[Source data]
──────────────────────────────
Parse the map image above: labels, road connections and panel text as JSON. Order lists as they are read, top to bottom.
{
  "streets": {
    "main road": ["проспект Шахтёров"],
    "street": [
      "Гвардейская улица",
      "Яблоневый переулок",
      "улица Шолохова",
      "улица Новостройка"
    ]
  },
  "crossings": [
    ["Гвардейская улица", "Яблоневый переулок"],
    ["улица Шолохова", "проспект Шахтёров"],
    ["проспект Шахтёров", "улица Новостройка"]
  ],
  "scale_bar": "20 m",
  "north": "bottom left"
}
──────────────────────────────
Work to complete:
Each entry must be output exactly as it was written.

Result of this exercise:
Parse the map image above: labels, road connections and panel text as JSON. Order lists as they are read, top to bottom.
{
  "streets": {
    "main road": ["проспект Шахтёров"],
    "street": [
      "Гвардейская улица",
      "Яблоневый переулок",
      "улица Шолохова",
      "улица Новостройка"
    ]
  },
  "crossings": [
    ["Гвардейская улица", "Яблоневый переулок"],
    ["улица Шолохова", "проспект Шахтёров"],
    ["проспект Шахтёров", "улица Новостройка"]
  ],
  "scale_bar": "20 m",
  "north": "bottom left"
}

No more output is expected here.